───── Dataset
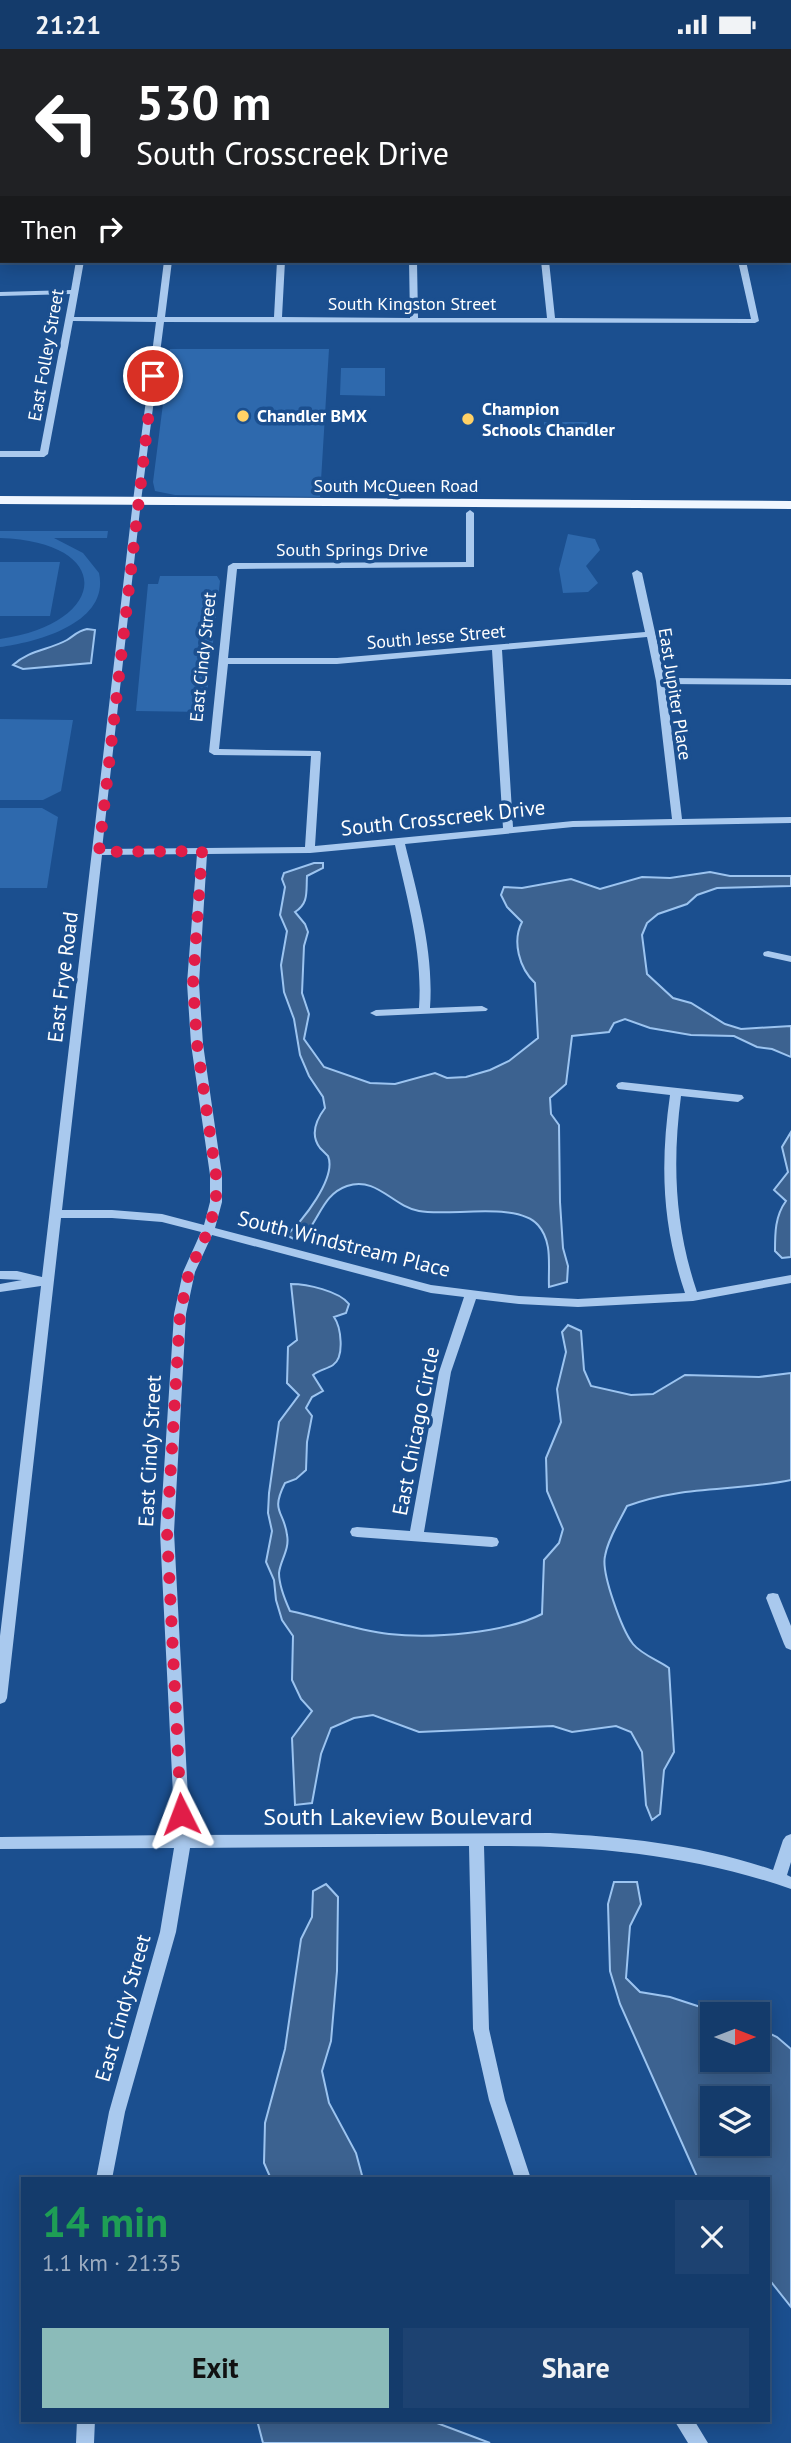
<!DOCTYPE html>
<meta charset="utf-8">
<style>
:root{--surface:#143b6b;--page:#1d4271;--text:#f1f3f6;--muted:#9dadc1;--line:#33557e;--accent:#8bbbb9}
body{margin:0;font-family:"PT Sans",sans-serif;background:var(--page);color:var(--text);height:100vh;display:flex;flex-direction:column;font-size:26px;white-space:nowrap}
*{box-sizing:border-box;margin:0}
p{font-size:23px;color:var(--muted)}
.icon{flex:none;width:38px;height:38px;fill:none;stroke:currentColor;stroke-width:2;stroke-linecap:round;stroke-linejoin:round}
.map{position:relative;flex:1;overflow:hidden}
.side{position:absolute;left:21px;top:2128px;width:749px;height:245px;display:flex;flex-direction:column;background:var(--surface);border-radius:0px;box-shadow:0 4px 18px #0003,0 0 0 2px var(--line)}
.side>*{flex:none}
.top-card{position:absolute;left:0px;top:0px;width:791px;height:214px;box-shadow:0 4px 18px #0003,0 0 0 2px var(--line);background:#202124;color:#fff;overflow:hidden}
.needle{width:46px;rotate:90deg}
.controls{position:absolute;left:700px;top:1953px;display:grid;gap:14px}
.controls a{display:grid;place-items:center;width:70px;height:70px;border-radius:0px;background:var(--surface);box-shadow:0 4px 18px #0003,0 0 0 2px var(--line);font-size:35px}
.pin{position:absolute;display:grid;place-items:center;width:60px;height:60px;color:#fff;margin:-30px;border:4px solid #fff;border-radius:50%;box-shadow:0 2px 7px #0007}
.me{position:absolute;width:77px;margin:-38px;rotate:357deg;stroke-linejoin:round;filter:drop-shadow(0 0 5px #0008)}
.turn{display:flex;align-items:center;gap:24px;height:147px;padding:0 21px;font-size:32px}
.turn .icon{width:91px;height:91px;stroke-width:2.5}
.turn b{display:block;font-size:49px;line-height:60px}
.then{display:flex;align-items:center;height:66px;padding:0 21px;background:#0003;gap:14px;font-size:26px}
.round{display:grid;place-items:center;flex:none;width:74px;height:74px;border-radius:0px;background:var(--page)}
.overview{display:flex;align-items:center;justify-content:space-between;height:119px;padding:0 21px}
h1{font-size:42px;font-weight:700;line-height:52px;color:#1e9e55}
.button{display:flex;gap:14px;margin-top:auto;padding:14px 21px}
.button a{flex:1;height:80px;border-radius:0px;background:var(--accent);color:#111;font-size:28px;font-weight:700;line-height:80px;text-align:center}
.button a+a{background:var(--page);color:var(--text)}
.status{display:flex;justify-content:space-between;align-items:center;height:49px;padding:0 35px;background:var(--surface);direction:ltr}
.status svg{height:19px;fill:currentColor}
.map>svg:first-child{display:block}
.green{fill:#2e69ad}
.water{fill:#3c6290;stroke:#9cc4f0;stroke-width:2;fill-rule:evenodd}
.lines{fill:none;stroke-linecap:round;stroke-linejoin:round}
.minor{fill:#a9c9ee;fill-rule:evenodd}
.major{fill:#f0f6ff;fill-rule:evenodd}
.route{stroke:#e11d48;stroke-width:12;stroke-dasharray:0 21.6}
.poi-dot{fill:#ffd166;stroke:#1b4f8f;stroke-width:2.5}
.labels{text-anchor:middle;stroke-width:7;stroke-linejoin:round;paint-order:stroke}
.far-street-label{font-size:18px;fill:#fff;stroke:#1b4f8f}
.far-poi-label{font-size:18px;font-weight:bold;fill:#fff;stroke:#1b4f8f;text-anchor:start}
.street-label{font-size:21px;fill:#fff;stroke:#1b4f8f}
.near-street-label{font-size:24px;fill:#fff;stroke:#1b4f8f}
</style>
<div class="status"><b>21:21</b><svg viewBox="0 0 49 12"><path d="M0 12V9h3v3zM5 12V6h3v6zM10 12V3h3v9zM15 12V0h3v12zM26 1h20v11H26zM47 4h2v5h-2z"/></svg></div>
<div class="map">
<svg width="791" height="2394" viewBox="0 0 791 2394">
<rect width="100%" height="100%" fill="#1b4f8f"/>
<path class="green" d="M170,300H329L320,448L175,446L155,442L153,433Z
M341,319H385V347L340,346Z
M544,373H589L590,386H544Z
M0,482H108L107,489H54L83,504L99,524C110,574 37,593 0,598V590C108,575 117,493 0,489Z
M568,485L595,490L600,501L586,517L598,534L588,543L563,544L559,520Z
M0,513H60L50,567H0Z
M160,527H217L220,532L205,663L136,662L148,535H158Z
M0,670L73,671L61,742L43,751H0Z
M0,759H42L58,768L47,839H0Z"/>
<path class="water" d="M87,580L95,581L91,614L23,620L13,616C29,601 49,601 67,591C74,587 77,582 87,580Z
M314,814H323V819L307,827C306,843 309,854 295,863L305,875L308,883L304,897L302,944L309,965L304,990L324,1018L370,1034L395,1035L435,1024L447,1029L466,1028L490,1021L509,1012L538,989L535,934C519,919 512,892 522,873L507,858L501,846L504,838L522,839L571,830L600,840L642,828L670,829L710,823L730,827H791V837L717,839L697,846L687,855L658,865L647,874L642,886L647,925L673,949L691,954L725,975L741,980L791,977V1008L772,1000L757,998L734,987L691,986L650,979L625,970L614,974L609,983L572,987L566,1035L550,1049L551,1065L559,1076L560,1153L563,1199L568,1217L567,1233L549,1238C548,1217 553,1193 538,1176C518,1152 448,1168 419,1162C392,1157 377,1127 347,1137C327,1144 322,1161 312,1176C309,1182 302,1186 296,1191L286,1186C302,1174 337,1128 328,1107C327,1106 321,1100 320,1099C310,1086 316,1071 325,1059L323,1048L309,1027L300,1006L294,970L284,943L281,916L287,882L280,866L285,838L282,830L284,824Z
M791,1083V1208L782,1209L775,1202C775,1184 775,1167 786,1152L774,1141L788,1123L782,1098Z
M291,1235C307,1235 339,1242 349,1255L346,1264L334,1268C341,1278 345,1308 333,1316C327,1320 319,1321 313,1326L323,1342L312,1348L306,1359L312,1367L307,1393L306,1421L296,1430L285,1434C270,1464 284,1461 287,1486C290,1500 280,1512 279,1524C279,1536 285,1551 290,1562C323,1569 355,1581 389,1585C432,1590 505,1584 542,1565L544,1511L559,1494L563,1480L547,1442L546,1409L561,1373L557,1340L566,1303L562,1283L568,1276L581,1282L584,1321L591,1337L631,1346L653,1345L685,1326L759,1328L791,1324V1431C734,1443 683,1436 627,1457C619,1473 608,1490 605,1507C601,1524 622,1581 633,1595C641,1605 659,1612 669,1619L674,1703L664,1721L660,1765L652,1771L646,1756L642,1703L631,1683L616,1677L572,1683L553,1677L419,1683L373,1666L354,1669L331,1679L321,1705L312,1754L295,1756L292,1689L312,1662L301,1650L292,1631L293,1587L282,1571L276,1551L274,1531L266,1513L272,1482L268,1464L269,1444L279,1373L299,1346L287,1334L288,1298L297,1291Z
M614,1833H637L641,1855L630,1877L626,1929L640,1943L670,1948L722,1965H712V2011H758V1979L777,1988L791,2000V2258L768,2229V2130H698L620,1955L610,1922L608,1855ZM758,2049V2095H712V2049Z
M326,1835L338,1848L337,1922L331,1992L322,2022L329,2054L356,2104L363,2130H271L264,2114L265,2074L285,2000L301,1890L312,1868L313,1842Z
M257,2371H429L490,2394H263Z"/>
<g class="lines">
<path class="minor" d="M193,0H199V2H193Z
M0,62H2V66H0Z
M0,98H2V109H0Z
M0,186H2V190H0Z
M76,212H84L74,268H157L164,212H172L165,268H274L277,212H285L282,268L410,269L409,212H417L418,269H547L541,212H549L555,269L751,270L738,212H746L759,272L755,274L164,273L141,452L102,800L305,798L311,707L214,706L209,703L228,517L233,514L466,513V464L470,461L474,464V518L237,520L228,609H337L645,583L632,524L637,521L642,524L665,629L791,630V636L666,635L682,770L791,768V774L573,778L405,795C418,848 434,903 430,959L482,957L488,960L486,962L376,967L370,964L376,961L419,959C423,904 407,849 395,796L310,804L207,805L199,934L203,995L222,1126V1153L215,1179L431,1236L519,1247L578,1250L685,1244C662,1176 660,1116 670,1046L618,1040L616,1037L618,1034L622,1033L742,1046L744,1049L738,1053L681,1047C672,1115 675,1178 697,1243L791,1226V1234L693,1252L578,1258L519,1255L476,1250L451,1323L424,1483L492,1488L497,1489L499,1493L497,1497L492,1498L357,1488L352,1487L350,1483L352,1479L357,1478L410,1482L439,1323L464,1248L431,1244L212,1186L195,1223L186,1265L174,1483L190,1786L550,1784C625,1788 701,1796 773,1821L783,1791L786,1787L791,1785V1813L787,1826L791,1828V1840C691,1805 589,1796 484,1797L489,1980L505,2051L531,2130H515L489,2051L473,1980L469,1797L190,1799L176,1883L125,2063L112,2130H96L109,2063L160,1883L174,1799L0,1800V1788L175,1786L160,1483L174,1265L183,1223L201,1183L162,1173L112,1169H61L7,1649L5,1653L0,1655V1587L41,1237L0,1243V1235L22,1231L0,1230V1222H17L42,1228L133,452L156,273L73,272L48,405L44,408H0V402H40L70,245L0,247V243L71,241ZM647,588L656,632L672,770L573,772L513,778L502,601ZM492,601L503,779L315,797L321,704L320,702L219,700L228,615H337ZM197,805L187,934L191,995L210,1126V1153L204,1176L162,1165L112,1161H62L102,806Z
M768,902L791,907V913L764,907L763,905L764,903Z
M773,1544L778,1545L791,1577V1601L786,1599L784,1595L766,1549L768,1545Z
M77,2371H95L94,2394H76Z
M674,2371H694L708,2394H688Z"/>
<path class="major" d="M0,447L791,452V460L0,455Z"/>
</g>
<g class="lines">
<path class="route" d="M153,327L99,803L202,802L193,934L197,995L216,1126V1153L209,1180L189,1223L180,1265L167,1483L181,1765"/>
</g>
<g class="poi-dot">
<circle cx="243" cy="367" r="7"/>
<circle cx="468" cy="370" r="7"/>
</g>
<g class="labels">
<g class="far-street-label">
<text x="412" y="261">South Kingston Street</text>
<text transform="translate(46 306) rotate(-80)" y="6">East Folley Street</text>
<text x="396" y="443">South McQueen Road</text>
<text x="352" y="507">South Springs Drive</text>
<text transform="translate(436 588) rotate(-5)" y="6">South Jesse Street</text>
<text transform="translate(203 608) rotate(-84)" y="6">East Cindy Street</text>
<text transform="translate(675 645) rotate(81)" y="6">East Jupiter Place</text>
</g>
<g class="far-poi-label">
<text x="482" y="366">Champion<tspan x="482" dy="21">Schools Chandler</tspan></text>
<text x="257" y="373">Chandler BMX</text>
</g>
<g class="street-label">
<text transform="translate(443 769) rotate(-6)" y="7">South Crosscreek Drive</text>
<text transform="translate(63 928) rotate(-83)" y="7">East Frye Road</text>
<text transform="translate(344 1195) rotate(14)" y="7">South Windstream Place</text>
<text transform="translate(416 1382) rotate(-79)" y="7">East Chicago Circle</text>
<text transform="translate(150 1402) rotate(-87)" y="7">East Cindy Street</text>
<text transform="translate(123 1959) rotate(-74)" y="7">East Cindy Street</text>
</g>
<g class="near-street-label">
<text x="398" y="1776">South Lakeview Boulevard</text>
</g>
</g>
</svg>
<div class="controls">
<a><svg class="needle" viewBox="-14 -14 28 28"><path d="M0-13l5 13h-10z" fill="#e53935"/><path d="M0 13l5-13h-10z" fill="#9dadc1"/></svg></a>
<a><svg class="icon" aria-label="layers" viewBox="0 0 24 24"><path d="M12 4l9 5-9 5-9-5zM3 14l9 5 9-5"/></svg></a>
</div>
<div class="pin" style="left:153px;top:327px;background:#d93025"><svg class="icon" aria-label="arrive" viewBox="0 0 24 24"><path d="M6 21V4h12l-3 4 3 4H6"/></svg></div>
<svg class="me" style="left:181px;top:1765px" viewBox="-20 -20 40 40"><path d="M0-17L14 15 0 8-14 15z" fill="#e11d48" stroke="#fff" stroke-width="4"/></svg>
<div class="top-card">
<div class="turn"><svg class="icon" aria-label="left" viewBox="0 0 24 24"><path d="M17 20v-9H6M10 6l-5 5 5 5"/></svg><div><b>530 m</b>South Crosscreek Drive</div></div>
<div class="then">Then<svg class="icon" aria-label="right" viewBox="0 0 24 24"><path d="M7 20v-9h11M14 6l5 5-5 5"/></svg></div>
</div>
<section class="side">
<div class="overview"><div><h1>14 min</h1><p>1.1 km · 21:35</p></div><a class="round"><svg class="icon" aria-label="close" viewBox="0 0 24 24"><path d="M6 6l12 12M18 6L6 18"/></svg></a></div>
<div class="button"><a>Exit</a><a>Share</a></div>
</section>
</div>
──────────
Task brief » Respond with a single number: the count of lines in the entries above that contain the string "evenodd".

Answer » 3